> Aim of the exercise
In the entries below, the lines from the one with "M863 74H876V92H853V79H863Z" through the one with "M552 145 584 159 658 148" are to be copied exactly; both ends count.

[[ The data, beginning ]]

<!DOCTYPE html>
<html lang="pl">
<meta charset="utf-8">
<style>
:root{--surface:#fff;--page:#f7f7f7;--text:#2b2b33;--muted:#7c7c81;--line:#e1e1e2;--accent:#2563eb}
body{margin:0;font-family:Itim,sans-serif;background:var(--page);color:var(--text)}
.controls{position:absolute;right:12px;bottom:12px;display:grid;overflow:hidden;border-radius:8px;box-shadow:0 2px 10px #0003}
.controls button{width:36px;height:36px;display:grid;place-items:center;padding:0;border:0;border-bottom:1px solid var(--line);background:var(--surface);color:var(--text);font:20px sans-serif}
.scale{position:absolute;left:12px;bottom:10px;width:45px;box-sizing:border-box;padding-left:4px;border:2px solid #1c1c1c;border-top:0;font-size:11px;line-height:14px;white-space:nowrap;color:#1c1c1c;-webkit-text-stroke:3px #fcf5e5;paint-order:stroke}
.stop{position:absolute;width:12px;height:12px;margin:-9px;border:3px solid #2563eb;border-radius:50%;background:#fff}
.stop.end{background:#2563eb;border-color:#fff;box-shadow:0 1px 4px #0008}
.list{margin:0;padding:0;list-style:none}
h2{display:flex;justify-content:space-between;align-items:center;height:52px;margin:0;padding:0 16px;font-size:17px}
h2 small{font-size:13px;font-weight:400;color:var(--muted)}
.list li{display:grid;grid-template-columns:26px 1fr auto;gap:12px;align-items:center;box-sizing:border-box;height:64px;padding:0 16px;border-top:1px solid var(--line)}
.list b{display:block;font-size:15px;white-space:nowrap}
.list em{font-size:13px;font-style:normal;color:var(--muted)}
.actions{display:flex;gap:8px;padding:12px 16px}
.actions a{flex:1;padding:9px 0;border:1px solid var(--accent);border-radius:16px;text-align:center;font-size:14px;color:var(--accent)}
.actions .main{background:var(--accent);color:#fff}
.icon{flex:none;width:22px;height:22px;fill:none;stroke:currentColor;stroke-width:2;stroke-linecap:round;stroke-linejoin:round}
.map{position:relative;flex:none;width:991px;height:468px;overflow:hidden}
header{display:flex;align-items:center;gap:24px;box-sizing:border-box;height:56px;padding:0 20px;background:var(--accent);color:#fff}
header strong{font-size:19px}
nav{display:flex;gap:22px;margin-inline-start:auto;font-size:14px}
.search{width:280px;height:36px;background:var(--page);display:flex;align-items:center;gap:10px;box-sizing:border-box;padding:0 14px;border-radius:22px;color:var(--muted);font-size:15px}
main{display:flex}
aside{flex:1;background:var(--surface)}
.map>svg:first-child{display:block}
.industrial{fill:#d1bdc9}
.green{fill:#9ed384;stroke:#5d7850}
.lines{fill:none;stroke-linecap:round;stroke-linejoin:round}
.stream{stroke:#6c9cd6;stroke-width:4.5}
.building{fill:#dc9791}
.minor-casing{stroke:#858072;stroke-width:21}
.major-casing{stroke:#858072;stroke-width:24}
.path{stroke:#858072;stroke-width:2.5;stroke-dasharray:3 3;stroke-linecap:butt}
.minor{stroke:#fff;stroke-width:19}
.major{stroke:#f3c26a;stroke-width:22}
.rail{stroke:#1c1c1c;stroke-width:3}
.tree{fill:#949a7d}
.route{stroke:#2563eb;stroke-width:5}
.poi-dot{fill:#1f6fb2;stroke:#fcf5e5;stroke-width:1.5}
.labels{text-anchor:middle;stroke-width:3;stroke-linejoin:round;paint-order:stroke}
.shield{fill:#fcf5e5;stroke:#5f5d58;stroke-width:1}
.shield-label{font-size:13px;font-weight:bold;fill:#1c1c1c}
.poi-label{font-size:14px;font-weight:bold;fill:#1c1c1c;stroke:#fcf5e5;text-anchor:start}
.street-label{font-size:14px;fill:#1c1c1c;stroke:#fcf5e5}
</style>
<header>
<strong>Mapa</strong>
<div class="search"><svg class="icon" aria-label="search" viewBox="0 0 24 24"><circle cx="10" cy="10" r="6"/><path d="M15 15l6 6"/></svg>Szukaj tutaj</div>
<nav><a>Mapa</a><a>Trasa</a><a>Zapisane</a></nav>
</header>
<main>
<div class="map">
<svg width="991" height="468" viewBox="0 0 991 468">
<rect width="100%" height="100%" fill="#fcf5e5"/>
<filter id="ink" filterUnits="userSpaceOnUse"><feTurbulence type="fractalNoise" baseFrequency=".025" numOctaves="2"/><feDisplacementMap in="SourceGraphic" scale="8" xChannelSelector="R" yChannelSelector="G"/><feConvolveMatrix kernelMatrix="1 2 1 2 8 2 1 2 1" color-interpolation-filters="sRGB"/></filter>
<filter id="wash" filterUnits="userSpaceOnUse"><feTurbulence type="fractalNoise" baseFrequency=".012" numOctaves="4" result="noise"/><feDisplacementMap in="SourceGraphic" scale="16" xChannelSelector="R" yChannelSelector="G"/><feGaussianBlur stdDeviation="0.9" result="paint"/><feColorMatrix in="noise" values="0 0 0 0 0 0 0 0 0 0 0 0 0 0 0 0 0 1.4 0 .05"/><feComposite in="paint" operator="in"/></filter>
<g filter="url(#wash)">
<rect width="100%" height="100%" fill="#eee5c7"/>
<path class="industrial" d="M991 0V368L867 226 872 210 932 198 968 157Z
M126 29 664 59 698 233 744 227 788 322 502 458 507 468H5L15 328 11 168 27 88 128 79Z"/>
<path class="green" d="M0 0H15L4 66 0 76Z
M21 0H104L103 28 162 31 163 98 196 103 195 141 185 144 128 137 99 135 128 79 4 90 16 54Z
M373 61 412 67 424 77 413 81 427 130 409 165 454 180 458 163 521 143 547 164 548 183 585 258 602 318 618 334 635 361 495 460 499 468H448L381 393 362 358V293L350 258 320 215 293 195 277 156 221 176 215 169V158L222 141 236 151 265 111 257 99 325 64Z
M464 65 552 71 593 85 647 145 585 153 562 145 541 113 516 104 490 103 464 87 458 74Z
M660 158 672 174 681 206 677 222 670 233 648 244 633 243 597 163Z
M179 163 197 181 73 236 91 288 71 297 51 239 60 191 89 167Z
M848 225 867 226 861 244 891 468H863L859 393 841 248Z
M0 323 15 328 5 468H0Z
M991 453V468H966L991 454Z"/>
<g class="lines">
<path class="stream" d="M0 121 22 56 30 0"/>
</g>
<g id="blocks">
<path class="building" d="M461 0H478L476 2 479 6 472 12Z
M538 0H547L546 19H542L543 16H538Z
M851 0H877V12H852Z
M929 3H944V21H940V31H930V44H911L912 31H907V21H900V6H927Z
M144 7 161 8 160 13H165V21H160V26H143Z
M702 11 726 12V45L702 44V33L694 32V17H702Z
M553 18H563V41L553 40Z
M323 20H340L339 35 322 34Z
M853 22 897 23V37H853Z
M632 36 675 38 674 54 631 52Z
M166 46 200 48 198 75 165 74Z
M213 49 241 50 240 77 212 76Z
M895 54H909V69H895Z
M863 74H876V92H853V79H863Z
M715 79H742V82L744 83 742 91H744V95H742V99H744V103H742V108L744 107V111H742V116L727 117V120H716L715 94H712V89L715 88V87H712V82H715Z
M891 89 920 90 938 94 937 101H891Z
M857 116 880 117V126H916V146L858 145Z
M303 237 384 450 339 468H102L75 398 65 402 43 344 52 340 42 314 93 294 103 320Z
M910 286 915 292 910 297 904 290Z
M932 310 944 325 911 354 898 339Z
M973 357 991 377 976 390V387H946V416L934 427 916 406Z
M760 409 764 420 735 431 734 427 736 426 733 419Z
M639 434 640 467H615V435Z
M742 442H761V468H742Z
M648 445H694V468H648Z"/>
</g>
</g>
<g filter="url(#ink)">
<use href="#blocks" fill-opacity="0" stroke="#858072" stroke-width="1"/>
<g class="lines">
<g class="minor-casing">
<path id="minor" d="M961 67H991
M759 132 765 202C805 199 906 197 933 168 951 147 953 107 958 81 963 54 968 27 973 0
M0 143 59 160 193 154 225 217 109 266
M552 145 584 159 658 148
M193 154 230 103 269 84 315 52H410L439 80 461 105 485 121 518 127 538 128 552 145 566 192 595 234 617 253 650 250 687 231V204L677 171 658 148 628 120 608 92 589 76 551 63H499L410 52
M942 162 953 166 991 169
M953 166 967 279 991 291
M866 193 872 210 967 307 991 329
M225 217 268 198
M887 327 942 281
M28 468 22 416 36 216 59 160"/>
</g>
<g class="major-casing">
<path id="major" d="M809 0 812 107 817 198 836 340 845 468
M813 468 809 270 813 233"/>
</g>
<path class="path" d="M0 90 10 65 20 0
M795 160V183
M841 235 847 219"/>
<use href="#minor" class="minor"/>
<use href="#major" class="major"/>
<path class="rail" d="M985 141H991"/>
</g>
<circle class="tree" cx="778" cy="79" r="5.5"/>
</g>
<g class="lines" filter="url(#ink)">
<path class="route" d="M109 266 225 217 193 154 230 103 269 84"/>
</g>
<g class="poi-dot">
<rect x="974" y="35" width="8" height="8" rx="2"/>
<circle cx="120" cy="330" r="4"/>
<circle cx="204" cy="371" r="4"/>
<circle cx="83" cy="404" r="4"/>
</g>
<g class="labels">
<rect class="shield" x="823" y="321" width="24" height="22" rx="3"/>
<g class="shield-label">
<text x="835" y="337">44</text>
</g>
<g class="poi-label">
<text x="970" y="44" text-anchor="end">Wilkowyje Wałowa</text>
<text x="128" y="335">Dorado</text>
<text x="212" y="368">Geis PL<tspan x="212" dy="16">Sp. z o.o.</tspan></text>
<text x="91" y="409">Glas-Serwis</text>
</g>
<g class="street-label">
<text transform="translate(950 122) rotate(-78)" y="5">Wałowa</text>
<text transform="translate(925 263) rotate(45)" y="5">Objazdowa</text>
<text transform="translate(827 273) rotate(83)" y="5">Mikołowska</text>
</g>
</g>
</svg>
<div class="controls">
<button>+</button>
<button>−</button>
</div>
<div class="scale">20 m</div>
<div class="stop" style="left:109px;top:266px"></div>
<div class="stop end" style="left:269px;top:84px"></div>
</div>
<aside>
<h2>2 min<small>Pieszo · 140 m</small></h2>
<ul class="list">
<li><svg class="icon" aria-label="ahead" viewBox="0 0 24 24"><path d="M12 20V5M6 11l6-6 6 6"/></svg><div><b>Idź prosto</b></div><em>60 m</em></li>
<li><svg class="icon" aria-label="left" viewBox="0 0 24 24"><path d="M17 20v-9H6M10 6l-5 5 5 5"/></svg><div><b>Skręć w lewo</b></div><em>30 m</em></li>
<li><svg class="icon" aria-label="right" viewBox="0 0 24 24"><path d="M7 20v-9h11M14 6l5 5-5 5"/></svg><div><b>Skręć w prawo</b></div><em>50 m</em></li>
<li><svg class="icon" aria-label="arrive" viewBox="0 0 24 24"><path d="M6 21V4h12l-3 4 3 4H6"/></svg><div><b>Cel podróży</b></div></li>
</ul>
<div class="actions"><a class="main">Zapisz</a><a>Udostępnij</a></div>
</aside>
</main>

[[ The data, end ]]

> Result of the task
M863 74H876V92H853V79H863Z
M715 79H742V82L744 83 742 91H744V95H742V99H744V103H742V108L744 107V111H742V116L727 117V120H716L715 94H712V89L715 88V87H712V82H715Z
M891 89 920 90 938 94 937 101H891Z
M857 116 880 117V126H916V146L858 145Z
M303 237 384 450 339 468H102L75 398 65 402 43 344 52 340 42 314 93 294 103 320Z
M910 286 915 292 910 297 904 290Z
M932 310 944 325 911 354 898 339Z
M973 357 991 377 976 390V387H946V416L934 427 916 406Z
M760 409 764 420 735 431 734 427 736 426 733 419Z
M639 434 640 467H615V435Z
M742 442H761V468H742Z
M648 445H694V468H648Z"/>
</g>
</g>
<g filter="url(#ink)">
<use href="#blocks" fill-opacity="0" stroke="#858072" stroke-width="1"/>
<g class="lines">
<g class="minor-casing">
<path id="minor" d="M961 67H991
M759 132 765 202C805 199 906 197 933 168 951 147 953 107 958 81 963 54 968 27 973 0
M0 143 59 160 193 154 225 217 109 266
M552 145 584 159 658 148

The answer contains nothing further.